# how do you refigure costs



## DiSantodrywall&paint (May 2, 2010)

ok so i got my costs for the year, but how do you figure out your hourly rates or total cost to operate your business. Im restructuring my business in jan and want all my number figured out. Im making alright money with what im charging. just need to make sure im doing it right. ptoblem is i charge by the sheet, plus materials, so hourly doesnt apply to me i guess. thanks for helping me out with this conffusing mess.


----------



## chris (Apr 13, 2011)

Income minus deductions=what you pay taxes on


----------



## moore (Dec 2, 2010)

You should pay each of us 2$ every time you post.:blink:


----------



## P.A. ROCKER (Jul 15, 2011)

I have an organizer in which I keep a daily log. What jobs, time arrived, time left, and a description of what got done that day. I can take my earnings and subtract expenses and divide it by total hours for that job and get an hourly avarage.It is a calander type. It lasts a whole year. Hell I can tell you what I did on March 3rd in 2003 if I go look.


----------



## DiSantodrywall&paint (May 2, 2010)

yea well im not supposed to post my numbers i guess but i get 24 a sheet plus materials. I get some people that say im way to high and they cant afford me, and then others say no problem at all. So its a hard thing to figure.


----------



## P.A. ROCKER (Jul 15, 2011)

DiSantodrywall&paint said:


> yea well im not supposed to post my numbers i guess but i get 24 a sheet plus materials. I get some people that say im way to high and they cant afford me, and then others say no problem at all. So its a hard thing to figure.

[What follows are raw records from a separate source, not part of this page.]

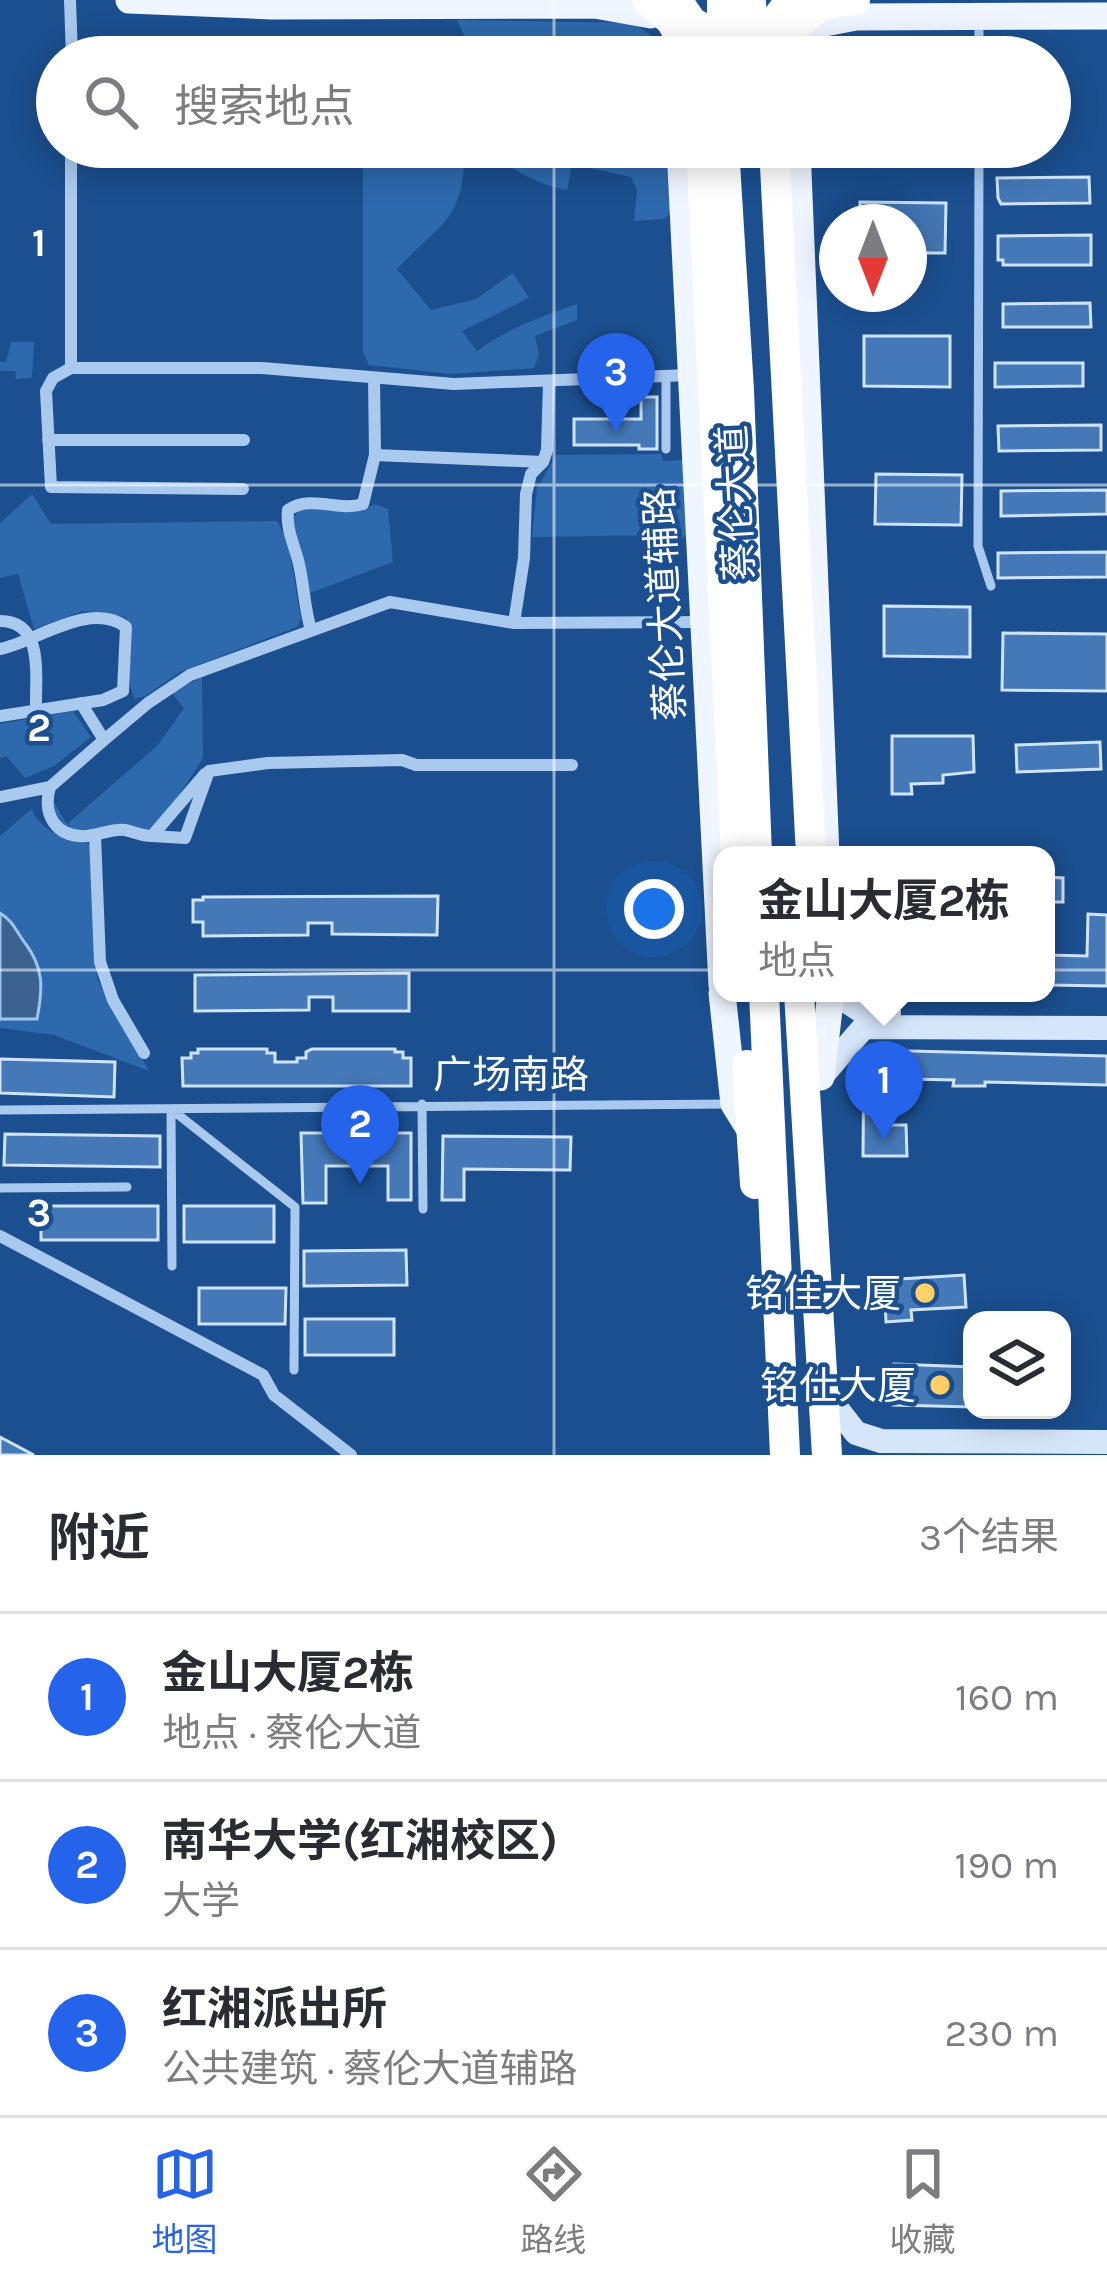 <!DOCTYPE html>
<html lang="zh">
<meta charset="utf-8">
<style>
:root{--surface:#fff;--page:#f2f2f3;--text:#2b2b33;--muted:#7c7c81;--line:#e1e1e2;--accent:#2563eb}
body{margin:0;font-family:Karla,"Noto Sans SC",sans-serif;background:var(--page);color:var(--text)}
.controls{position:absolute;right:36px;bottom:36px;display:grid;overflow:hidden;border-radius:24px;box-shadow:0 6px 30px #0003}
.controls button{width:108px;height:108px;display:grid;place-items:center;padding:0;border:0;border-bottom:3px solid var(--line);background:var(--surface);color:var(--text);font:60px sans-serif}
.compass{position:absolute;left:819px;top:204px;width:108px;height:108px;border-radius:50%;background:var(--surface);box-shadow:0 6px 30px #0003;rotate:180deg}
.you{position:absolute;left:654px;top:909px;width:42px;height:42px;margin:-30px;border:9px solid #fff;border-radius:50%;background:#1a73e8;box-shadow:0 0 0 18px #1a73e833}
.badge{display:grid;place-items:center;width:78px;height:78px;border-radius:50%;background:var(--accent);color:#fff;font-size:39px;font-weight:700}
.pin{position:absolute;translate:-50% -99px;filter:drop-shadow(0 3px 6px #0008)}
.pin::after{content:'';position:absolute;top:63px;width:42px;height:36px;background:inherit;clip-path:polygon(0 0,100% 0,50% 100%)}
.popup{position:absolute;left:713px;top:846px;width:342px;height:156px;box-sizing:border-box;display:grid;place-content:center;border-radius:24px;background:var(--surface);filter:drop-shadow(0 3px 9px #0005);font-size:39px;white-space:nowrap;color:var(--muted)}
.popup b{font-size:45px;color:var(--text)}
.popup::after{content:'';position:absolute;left:50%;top:100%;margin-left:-24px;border:24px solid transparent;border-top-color:var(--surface)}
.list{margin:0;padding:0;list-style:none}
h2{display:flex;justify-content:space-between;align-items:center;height:156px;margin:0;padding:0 48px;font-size:51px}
h2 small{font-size:39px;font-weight:400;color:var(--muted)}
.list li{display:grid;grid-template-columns:78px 1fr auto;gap:36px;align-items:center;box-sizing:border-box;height:168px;padding:0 48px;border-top:3px solid var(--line)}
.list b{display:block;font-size:45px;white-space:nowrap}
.list p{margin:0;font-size:39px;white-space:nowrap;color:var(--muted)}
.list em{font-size:39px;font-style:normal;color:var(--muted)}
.icon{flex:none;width:66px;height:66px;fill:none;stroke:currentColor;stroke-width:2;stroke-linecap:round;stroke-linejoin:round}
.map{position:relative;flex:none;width:1107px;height:1455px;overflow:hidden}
.search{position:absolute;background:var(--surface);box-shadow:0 6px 30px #0003;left:36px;right:36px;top:36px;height:132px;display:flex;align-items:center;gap:30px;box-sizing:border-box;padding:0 42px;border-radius:66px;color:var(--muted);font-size:45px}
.sheet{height:660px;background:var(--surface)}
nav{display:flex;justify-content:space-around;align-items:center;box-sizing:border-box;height:168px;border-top:3px solid var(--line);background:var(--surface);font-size:33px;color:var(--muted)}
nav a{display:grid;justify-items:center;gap:6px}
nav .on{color:var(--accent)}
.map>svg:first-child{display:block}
.green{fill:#2e69ad}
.water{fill:#3c6290;stroke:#9cc4f0;stroke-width:3}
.building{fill:#4478b7;stroke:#cfe3fa;stroke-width:3}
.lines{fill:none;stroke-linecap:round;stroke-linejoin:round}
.lane{stroke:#a9c9ee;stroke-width:9}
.street{stroke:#a9c9ee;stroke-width:12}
.secondary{stroke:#d6e6fa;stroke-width:24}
.primary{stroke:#f0f6ff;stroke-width:27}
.highway{stroke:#fff;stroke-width:30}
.highway-bridge{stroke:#fff;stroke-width:30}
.grid{fill:none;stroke:#fff;stroke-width:3;stroke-opacity:0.55}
.poi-dot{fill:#ffd166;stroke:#1b4f8f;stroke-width:4.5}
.labels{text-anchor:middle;stroke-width:9;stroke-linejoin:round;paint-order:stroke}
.street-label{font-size:39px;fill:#fff;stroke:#1b4f8f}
.poi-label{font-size:39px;fill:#fff;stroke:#1b4f8f;text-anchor:end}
.grid-label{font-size:39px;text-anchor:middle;font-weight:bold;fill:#fff;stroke:#1b4f8f;stroke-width:9;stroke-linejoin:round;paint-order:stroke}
</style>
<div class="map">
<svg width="1107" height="1455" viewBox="0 0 1107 1455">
<rect width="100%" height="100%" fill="#1b4f8f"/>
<path class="green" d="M457,20L633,23L652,36L665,57H474Z
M363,147H431L433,155H464C464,221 438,225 397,269L431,310L476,299L513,273L529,298L462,331L477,351C507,329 542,316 577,304V320L535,336L539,355L534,368L451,374L369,365L363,352Z
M481,147H670L673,211L664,219L634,221L637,190L631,177L572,164L567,190C533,184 509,166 481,147Z
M11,342H34L32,378L16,379L15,371H0V362H6Z
M661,454L663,461L688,460L687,535L672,547L663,535L532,537L537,488L556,455Z
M32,494L51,524L277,521L288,542L301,620L297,627L180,672L145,696L135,699C121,673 140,641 125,617L83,611L34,629L18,574L0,578V523Z
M375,504L388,509L393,562L307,594C307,566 297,546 292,520L298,511C325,504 349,518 375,504Z
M202,677L203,758L159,827L150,834L75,831L54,820L52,799L67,824L158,745L184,708L172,693Z
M73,711L91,737L54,766L25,778L6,756L0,758V724Z
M32,809C37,828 65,841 84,840L91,847L97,979L149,1071L54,1035L0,1028V836Z"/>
<path class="water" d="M0,913C14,922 15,930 25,943C44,968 43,988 37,1019H0Z"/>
<path class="building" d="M819,147H885V158H819Z
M1089,177L1090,203L1001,204L998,198L997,178Z
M860,202L946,203L945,253H909V222H859Z
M1091,235V265H1003V260H998V236Z
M1090,303L1091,327H1003V304Z
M864,336H950V387L864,386Z
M995,363H1083V386L995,387Z
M641,397H657V449H639V445H574V419H641Z
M1101,425V450L999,451L998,426Z
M876,474L962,475L961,525L875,524Z
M1107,490V514L1001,516V491Z
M1107,552V577L998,578V553Z
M884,606L970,607V657L884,656Z
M1003,633L1107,634V691L1002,690Z
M892,736H973L974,772L943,775V783L911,784L912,794H892Z
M1100,742L1101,769L1017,772L1016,745Z
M1046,877L1063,878V902H1046Z
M438,896L437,935L332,934V923H308V935L203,936V922H193V900H203V897Z
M1088,914L1107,915V986L1047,985L1048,955L1087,956Z
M409,973V1011H333V997H309V1010L195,1011V975Z
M198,1049H267V1053H275V1062H297V1058H306V1052L312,1049H395V1052H403V1058H411V1086H183L182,1058H191V1053H198Z
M872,1050L1107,1056V1085L985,1082V1086H953L954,1080L908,1079V1084H891V1125H906L907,1156H863L864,1052Z
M0,1059L115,1062L114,1097L0,1093Z
M301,1133H411V1200H388V1166H326V1203H303Z
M5,1134L160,1136V1167L4,1165Z
M443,1136L571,1137L570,1170L464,1169V1200H442Z
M41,1206H158V1240H41Z
M184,1206H274V1242H184Z
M406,1250L407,1285L304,1286V1251Z
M964,1275L966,1307L911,1310L912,1320L886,1322L884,1280Z
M199,1288H286L285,1324H199Z
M305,1319H394V1355H305Z
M894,1364L972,1367V1407L893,1405Z
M0,1437L34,1455H0Z"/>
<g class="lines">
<path class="lane" d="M979,57V20
M979,147L978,546L991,586
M666,377V449
M422,1104L423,1209
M0,1110L733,1104
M0,1188L127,1187
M172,1266L171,1109L295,1207L294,1370"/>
<path class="street" d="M70,0L72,57
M71,147V368H262L454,384L690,375
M71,368L53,378L46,391L51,487L243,489
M48,440H244
M375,455L543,462
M0,621C45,621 35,677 36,710
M514,623L524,558L526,494L531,474L543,462L547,450L549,382
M311,630C304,607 304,583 298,560C293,542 286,528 288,510C312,494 337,512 363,504L375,455L374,378
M0,649C35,642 90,600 126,627L123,691L103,700L0,716
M81,703L104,740L148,703L190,675L390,602L514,623L704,622
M50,787C42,815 56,838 87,836C99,835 114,828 125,830C135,832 141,836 152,836L205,774
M0,797L50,787L104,740
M95,835L100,962L113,1000L144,1053
M152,836L185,838L209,771L268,763L402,760L416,765H572
M0,1236L263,1375L274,1395L351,1455"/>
<path class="secondary" d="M834,993L863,1012L889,1013
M821,1077L864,1027L1107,1028
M825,1393L856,1433L881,1441L1107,1442"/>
<path class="primary" d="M129,0L272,6L595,5L651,15
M814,25L856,17L1107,16
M680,147L722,985
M797,147L826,855
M722,993L734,1104L749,1128
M821,1077L831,993"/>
<path class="highway" d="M677,0L692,22
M722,0V57
M751,0L753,57
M701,147L736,855
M724,147L739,390L757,855
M774,147L811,855
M764,993L785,1455
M799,993L827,1455
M747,1065L755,1184"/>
<path class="highway-bridge" d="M647,0L671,21L691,57
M692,22C728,44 769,40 789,0
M773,23L795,9L855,0
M778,57L796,25L814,11"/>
</g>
<path class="grid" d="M554,0V57M554,147V1455M0,485H1107M0,970H1107"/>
<g class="poi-dot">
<circle cx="925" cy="1293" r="12"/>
<circle cx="940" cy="1385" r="12"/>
</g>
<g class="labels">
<g class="street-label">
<text transform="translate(735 503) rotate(-93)" y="14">蔡伦大道</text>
<text transform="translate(664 604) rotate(-93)" y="14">蔡伦大道辅路</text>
<text x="511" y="1088">广场南路</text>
</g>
<g class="poi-label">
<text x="901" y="1307">铭佳大厦</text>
<text x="916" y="1399">铭仕大厦</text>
</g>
</g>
<g class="grid-label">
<text x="39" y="256">1</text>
<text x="39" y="741">2</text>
<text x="39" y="1226">3</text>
</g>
</svg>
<div class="controls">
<button><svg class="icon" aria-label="layers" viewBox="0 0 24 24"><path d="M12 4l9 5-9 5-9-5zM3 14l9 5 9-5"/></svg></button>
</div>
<svg class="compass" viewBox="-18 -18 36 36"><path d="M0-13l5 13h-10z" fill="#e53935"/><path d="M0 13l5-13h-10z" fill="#7c7c81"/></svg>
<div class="you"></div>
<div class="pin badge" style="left:884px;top:1140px">1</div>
<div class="popup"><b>金山大厦2栋</b>地点</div>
<div class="pin badge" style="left:360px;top:1184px">2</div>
<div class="pin badge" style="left:616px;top:432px">3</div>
<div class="search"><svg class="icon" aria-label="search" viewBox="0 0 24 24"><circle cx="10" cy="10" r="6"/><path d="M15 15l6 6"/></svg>搜索地点</div>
</div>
<section class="sheet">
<h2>附近<small>3个结果</small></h2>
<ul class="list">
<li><span class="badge">1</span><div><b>金山大厦2栋</b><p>地点 · 蔡伦大道</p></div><em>160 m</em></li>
<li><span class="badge">2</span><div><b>南华大学(红湘校区)</b><p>大学</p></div><em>190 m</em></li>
<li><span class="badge">3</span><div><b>红湘派出所</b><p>公共建筑 · 蔡伦大道辅路</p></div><em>230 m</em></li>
</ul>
</section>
<nav>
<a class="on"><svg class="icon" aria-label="map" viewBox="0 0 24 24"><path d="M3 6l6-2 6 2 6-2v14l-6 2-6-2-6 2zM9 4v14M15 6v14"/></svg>地图</a>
<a><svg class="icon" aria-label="directions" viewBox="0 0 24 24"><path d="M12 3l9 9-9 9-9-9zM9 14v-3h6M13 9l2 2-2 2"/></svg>路线</a>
<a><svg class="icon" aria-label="saved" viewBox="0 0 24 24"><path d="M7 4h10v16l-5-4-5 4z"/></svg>收藏</a>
</nav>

Maybe you should go back to high school.


----------



## SlimPickins (Aug 10, 2010)

P.A. ROCKER said:


> Maybe you should go back to high school.


I gotta say "ouch" here....but I also have to agree. It's all very simple math....a pain in the a$$, but simple nonetheless. 

Gross income = all the money you got
Net income = what you make after calculating every last dime you spent on anything even remotely resembling work. 

Trying to buy a house? Net income is big.
Trying to lower your taxes? Net income is small.


----------